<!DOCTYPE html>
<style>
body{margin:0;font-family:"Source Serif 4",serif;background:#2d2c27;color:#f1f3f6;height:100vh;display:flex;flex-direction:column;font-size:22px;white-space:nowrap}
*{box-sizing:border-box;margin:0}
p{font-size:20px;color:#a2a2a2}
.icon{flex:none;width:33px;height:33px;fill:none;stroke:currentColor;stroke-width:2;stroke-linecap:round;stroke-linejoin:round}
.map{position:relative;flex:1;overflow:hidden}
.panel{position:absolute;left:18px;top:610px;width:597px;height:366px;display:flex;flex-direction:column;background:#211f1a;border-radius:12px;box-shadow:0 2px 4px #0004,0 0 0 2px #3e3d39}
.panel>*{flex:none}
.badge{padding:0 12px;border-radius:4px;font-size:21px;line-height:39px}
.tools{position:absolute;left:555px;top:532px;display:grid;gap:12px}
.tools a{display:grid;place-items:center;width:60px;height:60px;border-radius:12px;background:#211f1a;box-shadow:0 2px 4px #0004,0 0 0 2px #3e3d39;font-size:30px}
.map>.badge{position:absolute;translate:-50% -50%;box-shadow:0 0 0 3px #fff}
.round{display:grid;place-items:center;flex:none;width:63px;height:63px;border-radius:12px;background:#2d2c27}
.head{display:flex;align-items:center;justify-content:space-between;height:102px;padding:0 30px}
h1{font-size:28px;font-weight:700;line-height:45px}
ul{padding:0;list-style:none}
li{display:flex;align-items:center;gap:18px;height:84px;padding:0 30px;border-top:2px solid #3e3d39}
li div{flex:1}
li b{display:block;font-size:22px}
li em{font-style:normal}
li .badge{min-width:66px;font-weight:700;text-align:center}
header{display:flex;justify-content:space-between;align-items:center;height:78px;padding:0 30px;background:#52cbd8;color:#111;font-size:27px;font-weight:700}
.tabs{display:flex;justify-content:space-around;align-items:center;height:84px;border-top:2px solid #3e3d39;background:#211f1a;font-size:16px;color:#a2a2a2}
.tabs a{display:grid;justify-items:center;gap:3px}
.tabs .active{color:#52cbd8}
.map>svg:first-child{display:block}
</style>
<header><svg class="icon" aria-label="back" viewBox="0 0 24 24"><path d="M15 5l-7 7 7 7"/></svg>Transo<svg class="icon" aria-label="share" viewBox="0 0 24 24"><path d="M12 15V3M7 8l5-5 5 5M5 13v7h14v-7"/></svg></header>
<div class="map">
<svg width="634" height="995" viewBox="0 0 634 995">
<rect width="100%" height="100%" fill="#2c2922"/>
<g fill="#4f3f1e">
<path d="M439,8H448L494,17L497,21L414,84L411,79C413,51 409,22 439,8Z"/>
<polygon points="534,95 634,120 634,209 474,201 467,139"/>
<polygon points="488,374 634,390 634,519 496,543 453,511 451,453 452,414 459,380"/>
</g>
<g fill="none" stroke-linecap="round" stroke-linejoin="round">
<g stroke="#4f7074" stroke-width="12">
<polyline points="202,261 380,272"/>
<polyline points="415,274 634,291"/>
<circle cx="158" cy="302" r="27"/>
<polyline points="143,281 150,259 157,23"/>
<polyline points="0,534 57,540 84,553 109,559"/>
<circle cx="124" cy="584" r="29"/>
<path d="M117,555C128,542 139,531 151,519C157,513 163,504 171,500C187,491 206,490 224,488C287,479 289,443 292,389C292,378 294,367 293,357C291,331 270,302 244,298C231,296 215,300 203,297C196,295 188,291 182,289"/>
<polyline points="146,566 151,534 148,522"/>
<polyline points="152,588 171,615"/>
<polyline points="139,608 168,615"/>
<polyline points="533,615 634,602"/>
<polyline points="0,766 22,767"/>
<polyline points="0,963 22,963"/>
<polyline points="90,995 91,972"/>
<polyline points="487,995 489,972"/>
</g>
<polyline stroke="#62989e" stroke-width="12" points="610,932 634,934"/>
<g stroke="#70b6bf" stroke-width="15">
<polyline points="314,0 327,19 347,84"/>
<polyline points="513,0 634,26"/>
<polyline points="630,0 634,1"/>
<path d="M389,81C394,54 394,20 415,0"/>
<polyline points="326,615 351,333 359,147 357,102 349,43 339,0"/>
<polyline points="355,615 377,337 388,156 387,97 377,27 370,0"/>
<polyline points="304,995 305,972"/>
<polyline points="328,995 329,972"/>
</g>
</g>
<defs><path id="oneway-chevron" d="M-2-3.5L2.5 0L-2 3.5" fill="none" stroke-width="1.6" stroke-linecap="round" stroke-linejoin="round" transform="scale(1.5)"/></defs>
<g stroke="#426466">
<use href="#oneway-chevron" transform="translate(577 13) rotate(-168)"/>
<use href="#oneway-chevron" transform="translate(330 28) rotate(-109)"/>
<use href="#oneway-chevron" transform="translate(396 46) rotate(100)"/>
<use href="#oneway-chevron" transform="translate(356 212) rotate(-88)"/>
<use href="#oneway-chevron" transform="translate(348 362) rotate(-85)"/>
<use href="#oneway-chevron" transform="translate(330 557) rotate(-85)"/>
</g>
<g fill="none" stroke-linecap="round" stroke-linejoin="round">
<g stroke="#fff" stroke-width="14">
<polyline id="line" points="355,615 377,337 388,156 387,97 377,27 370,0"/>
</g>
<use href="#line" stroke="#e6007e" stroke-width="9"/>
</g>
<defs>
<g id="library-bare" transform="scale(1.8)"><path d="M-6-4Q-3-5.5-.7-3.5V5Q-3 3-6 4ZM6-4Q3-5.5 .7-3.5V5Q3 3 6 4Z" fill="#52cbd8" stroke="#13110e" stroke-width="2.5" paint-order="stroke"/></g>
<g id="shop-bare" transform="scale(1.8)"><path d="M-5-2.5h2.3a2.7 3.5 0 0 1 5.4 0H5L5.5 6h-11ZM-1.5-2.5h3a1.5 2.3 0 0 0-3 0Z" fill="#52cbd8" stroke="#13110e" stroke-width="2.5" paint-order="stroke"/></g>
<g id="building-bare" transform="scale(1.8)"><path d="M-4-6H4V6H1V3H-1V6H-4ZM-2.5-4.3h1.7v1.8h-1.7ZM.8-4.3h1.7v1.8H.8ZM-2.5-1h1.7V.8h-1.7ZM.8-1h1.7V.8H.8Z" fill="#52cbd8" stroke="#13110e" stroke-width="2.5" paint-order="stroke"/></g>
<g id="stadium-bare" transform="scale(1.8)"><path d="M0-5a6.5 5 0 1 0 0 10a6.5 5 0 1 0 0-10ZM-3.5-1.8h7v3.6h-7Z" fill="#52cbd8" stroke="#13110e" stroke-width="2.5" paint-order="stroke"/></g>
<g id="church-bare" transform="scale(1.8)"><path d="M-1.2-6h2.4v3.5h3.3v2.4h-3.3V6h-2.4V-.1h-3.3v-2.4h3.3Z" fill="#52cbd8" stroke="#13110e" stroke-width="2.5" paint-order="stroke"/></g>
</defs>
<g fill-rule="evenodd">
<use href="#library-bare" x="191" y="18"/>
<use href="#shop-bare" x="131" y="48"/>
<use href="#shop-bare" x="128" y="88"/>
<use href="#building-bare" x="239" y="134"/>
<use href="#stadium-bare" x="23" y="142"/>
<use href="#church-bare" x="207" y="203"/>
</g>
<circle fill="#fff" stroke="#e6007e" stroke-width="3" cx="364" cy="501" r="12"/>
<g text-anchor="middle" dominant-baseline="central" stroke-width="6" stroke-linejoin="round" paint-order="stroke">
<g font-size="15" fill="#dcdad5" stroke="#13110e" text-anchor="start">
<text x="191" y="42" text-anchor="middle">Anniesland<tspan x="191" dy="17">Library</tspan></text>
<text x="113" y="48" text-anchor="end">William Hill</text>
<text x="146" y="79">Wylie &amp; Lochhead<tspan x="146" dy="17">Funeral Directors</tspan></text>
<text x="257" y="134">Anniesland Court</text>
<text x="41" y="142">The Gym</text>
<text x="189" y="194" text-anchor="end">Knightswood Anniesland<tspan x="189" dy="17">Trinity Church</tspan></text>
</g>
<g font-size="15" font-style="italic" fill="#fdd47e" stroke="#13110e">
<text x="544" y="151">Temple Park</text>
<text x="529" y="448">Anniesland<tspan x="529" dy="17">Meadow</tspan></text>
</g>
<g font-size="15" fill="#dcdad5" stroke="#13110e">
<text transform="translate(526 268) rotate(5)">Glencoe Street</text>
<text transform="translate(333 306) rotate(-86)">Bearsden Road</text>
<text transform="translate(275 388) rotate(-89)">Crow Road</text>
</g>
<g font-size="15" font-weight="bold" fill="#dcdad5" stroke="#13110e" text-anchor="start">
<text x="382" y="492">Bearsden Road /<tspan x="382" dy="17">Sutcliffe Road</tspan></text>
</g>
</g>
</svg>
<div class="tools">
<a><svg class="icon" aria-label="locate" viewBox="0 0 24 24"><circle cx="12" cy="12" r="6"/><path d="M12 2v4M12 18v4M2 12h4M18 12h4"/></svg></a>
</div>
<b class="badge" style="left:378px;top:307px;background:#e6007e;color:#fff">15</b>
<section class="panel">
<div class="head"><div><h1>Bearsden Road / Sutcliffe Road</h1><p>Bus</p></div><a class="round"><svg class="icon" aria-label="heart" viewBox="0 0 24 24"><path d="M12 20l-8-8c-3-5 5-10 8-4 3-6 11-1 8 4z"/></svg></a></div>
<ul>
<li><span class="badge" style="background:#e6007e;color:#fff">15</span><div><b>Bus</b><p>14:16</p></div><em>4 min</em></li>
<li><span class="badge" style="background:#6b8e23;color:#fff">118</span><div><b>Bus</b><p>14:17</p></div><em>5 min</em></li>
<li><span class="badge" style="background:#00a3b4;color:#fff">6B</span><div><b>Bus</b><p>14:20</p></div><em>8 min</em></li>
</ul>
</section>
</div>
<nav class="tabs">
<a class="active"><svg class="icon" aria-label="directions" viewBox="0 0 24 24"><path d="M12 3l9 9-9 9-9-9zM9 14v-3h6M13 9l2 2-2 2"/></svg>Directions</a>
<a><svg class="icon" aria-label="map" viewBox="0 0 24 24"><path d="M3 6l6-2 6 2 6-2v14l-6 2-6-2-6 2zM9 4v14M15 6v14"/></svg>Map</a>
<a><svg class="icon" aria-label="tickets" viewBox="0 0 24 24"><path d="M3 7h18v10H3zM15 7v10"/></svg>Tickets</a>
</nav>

——

**Work instruction:** For every line above that holds the word "column", report the whole line.

**Exercise result:**
body{margin:0;font-family:"Source Serif 4",serif;background:#2d2c27;color:#f1f3f6;height:100vh;display:flex;flex-direction:column;font-size:22px;white-space:nowrap}
.panel{position:absolute;left:18px;top:610px;width:597px;height:366px;display:flex;flex-direction:column;background:#211f1a;border-radius:12px;box-shadow:0 2px 4px #0004,0 0 0 2px #3e3d39}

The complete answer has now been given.